The indigenous town of Siloy had some 6000 residents in 1565, when Pedro Menéndez arrived. Within a year, Menéndez and his company left the Florida mainland for Anastasia Island. With reinforcements and settlers, indians were forced off their historic lands.
Indians sometimes fought back against the invaders for centuries, with several Florida Indian Wars resulting in orders to deport Indians to the world's first concentration camps in Oklahoma. Remaining Indians in Florida lived and raised families with runaway slaves in swamps and rural areas. A new generation of Florida's Seminole Tribe survive today.
The federal government had a policy to extirminate and remove indigenous peoples. When the United States Supreme Court ruled against the removals, President Andrew Jackson (Florida's first territorial governor) announced that he would ignore the order, and asked how the Supreme Court would enforce it?
Indians from Arizona were incarcerated at Fort Marion, which had previously been named as it currently is today, the Castillo de San Marco.

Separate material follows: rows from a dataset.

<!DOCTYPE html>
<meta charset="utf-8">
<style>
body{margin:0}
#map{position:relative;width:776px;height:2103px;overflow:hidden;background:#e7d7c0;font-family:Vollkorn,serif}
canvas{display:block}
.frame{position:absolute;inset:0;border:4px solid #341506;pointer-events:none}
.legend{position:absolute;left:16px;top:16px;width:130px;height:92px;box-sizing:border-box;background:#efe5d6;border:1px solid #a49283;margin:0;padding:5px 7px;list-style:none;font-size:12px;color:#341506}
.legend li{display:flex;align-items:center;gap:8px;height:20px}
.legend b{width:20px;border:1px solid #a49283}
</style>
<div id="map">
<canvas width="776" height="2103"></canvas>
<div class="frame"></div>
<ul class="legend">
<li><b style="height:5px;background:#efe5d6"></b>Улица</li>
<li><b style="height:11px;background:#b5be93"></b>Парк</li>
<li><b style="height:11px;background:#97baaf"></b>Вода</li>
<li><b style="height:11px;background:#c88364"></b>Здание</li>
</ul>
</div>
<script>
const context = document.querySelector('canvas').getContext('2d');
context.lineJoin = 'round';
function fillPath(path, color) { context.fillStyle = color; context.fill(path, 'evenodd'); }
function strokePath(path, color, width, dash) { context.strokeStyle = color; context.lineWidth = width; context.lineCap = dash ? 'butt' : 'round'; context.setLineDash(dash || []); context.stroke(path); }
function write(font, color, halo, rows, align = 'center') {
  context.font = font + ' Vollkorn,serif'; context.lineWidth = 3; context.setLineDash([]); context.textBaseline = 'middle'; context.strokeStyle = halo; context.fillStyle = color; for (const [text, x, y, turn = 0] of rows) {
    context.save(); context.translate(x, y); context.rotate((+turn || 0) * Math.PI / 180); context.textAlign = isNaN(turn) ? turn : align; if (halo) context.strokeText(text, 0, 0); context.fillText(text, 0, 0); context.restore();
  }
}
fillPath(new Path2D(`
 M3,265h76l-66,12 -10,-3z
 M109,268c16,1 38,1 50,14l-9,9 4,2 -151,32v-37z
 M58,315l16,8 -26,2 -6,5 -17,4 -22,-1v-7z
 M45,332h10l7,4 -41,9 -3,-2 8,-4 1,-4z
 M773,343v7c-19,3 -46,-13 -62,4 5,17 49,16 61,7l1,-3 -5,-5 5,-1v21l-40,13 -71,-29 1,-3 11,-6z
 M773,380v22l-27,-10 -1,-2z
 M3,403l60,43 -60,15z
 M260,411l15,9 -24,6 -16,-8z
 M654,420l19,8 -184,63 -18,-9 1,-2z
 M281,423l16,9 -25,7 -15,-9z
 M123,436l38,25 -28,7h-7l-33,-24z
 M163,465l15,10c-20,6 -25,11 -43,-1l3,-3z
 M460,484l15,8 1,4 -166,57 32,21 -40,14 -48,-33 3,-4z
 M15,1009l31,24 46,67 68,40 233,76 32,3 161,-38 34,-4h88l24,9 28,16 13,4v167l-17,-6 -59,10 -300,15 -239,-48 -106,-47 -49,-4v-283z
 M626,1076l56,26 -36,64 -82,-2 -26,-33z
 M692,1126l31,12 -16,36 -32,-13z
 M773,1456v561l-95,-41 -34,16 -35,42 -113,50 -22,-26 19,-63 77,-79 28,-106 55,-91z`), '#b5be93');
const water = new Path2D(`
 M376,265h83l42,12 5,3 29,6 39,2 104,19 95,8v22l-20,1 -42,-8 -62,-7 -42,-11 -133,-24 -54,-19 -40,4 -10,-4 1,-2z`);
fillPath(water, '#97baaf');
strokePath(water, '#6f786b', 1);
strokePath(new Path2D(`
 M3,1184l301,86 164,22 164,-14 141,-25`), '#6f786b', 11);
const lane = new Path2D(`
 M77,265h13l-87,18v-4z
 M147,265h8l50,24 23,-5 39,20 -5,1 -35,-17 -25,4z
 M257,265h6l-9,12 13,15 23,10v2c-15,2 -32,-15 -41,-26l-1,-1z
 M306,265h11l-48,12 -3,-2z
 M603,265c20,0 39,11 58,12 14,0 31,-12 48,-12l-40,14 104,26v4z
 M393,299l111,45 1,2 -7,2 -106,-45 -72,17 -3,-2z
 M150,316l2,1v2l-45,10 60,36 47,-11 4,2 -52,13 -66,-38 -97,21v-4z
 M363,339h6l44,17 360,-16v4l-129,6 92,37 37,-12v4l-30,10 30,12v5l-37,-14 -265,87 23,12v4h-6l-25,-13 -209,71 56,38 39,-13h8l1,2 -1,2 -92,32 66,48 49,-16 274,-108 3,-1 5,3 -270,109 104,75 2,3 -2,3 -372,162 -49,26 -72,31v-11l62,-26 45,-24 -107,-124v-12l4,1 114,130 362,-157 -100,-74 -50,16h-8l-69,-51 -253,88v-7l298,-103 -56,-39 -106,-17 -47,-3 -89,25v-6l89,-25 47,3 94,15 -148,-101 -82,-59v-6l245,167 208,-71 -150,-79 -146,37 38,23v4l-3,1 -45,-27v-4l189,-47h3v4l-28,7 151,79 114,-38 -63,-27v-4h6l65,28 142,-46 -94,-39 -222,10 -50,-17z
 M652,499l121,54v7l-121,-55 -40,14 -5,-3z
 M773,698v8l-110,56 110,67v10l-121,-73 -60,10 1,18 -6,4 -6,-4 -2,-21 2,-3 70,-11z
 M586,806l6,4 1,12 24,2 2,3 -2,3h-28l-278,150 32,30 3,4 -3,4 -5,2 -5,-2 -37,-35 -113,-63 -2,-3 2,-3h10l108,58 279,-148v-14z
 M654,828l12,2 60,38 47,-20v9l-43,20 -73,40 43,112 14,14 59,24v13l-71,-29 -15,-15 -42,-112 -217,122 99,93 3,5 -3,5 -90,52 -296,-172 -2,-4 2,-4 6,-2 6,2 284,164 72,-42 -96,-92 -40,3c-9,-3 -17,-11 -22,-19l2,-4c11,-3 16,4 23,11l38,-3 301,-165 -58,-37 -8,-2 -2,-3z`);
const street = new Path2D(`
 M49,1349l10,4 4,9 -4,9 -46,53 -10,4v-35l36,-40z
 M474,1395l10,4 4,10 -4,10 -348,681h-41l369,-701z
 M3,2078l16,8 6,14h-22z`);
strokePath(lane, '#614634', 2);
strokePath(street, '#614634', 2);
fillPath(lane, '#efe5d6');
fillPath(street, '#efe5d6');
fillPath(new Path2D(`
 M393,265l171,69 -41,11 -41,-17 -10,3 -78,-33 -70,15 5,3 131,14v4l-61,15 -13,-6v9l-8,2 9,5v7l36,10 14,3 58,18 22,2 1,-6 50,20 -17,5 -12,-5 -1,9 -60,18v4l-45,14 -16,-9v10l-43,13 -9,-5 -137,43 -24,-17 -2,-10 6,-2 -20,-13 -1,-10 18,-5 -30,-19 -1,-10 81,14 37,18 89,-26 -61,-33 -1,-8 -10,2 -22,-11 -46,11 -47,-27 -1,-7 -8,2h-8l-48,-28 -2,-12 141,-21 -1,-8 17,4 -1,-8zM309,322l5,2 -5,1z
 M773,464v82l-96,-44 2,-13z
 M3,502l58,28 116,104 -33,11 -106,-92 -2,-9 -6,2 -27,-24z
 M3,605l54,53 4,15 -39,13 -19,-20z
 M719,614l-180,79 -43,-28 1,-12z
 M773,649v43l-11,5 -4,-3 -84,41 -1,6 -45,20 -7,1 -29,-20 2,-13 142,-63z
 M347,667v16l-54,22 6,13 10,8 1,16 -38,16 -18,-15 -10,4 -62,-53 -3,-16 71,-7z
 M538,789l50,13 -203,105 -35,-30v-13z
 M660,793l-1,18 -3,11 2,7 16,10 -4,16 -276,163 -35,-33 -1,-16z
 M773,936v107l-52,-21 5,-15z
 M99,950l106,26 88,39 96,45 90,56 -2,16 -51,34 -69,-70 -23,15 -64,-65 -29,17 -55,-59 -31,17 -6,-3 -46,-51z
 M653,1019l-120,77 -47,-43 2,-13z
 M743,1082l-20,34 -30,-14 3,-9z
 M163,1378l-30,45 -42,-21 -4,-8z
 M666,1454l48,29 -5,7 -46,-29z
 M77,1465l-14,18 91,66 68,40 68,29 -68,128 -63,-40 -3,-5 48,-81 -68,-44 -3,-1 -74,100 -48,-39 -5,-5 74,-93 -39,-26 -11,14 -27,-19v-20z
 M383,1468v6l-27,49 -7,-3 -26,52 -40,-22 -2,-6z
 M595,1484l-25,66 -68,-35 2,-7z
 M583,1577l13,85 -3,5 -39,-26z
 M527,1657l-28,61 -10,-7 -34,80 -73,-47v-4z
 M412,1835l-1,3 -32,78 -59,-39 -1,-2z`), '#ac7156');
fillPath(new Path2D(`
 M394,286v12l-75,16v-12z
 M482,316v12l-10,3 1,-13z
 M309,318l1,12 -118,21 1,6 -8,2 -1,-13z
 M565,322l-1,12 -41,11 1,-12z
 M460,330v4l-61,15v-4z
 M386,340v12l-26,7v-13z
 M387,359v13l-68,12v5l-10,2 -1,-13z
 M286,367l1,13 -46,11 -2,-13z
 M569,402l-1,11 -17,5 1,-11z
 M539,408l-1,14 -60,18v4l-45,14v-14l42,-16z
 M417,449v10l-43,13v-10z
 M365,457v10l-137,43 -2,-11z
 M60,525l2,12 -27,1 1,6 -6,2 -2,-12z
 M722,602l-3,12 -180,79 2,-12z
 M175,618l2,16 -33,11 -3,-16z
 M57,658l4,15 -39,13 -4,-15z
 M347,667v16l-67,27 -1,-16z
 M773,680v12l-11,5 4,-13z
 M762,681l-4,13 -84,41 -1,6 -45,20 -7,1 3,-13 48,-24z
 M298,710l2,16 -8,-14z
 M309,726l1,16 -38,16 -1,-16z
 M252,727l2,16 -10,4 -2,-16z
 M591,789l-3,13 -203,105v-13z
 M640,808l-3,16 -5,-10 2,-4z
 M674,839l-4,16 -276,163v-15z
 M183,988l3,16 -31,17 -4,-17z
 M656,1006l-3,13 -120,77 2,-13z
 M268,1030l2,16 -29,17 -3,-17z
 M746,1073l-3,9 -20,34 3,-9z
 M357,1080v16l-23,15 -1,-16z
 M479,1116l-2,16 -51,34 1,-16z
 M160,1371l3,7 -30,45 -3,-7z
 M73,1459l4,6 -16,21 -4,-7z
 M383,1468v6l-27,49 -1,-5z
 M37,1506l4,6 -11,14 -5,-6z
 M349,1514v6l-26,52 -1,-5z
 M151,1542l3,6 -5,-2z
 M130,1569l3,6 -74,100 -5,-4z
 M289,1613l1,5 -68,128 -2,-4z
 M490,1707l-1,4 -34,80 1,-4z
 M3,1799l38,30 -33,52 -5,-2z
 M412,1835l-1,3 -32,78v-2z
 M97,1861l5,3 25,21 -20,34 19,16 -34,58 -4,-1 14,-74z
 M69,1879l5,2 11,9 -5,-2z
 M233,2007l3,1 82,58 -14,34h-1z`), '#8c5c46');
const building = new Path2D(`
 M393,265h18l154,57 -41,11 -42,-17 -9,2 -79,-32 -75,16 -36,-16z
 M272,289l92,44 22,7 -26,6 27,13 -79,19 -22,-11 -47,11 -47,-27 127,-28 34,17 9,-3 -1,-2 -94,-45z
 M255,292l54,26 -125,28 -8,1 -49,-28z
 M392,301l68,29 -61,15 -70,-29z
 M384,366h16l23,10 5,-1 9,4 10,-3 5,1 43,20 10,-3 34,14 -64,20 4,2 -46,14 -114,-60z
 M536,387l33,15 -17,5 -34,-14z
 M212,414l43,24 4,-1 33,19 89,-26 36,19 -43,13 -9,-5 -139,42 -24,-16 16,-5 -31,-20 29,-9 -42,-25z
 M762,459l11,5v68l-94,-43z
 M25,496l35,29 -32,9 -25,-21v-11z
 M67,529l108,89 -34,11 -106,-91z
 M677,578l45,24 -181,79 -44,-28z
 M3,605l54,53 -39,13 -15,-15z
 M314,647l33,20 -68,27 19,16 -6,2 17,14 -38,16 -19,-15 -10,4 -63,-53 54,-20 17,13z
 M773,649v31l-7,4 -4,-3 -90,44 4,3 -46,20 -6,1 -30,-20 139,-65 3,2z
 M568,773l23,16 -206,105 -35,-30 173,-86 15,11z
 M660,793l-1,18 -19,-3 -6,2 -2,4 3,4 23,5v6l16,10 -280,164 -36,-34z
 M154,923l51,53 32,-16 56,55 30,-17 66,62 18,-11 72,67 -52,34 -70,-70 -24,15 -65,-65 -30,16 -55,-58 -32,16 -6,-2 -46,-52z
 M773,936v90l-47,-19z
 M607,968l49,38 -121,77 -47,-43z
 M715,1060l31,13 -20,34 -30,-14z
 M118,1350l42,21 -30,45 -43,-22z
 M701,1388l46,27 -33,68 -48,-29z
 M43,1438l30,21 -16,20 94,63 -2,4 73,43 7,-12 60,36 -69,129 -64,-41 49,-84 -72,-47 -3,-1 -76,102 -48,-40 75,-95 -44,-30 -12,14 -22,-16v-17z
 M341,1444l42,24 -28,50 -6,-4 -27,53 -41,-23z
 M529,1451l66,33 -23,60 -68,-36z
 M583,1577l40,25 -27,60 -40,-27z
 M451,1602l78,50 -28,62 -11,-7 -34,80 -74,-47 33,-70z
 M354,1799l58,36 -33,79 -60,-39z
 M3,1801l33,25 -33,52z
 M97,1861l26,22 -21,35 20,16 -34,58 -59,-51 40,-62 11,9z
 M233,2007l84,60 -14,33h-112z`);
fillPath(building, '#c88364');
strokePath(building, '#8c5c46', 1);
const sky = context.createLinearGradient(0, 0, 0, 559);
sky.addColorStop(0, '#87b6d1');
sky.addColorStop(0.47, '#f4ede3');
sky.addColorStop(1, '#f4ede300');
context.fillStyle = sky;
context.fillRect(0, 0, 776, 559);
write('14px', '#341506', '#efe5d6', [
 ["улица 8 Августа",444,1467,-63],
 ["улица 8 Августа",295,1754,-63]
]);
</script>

Those incarcerated included members of Geronimos's family. Geronimo himself was imprisoned in Pensacola. In 1942, Fort Marion's name was changed to its original, the Castillo de San Marco.
Today there are U.S. Army Seminole Indian War veterans buried at the St. Augustine National Cemetery. Ironically, indigenous peoples' graves have been disturbed repeatedly by government entities and developers. Roadbuilders in Florida and other states used Indian mounds for road-building materials.
As recently as January 9, 2005, the St. Augusitne City Commission voted to allow a developer to build condos and a strip mall at the location of a 3000-4000 year old indigenous village (Red House Bluff).
The St. Augustine National Historical Park and Seashore will remember and preserve the history and contributions of indigenous peoples.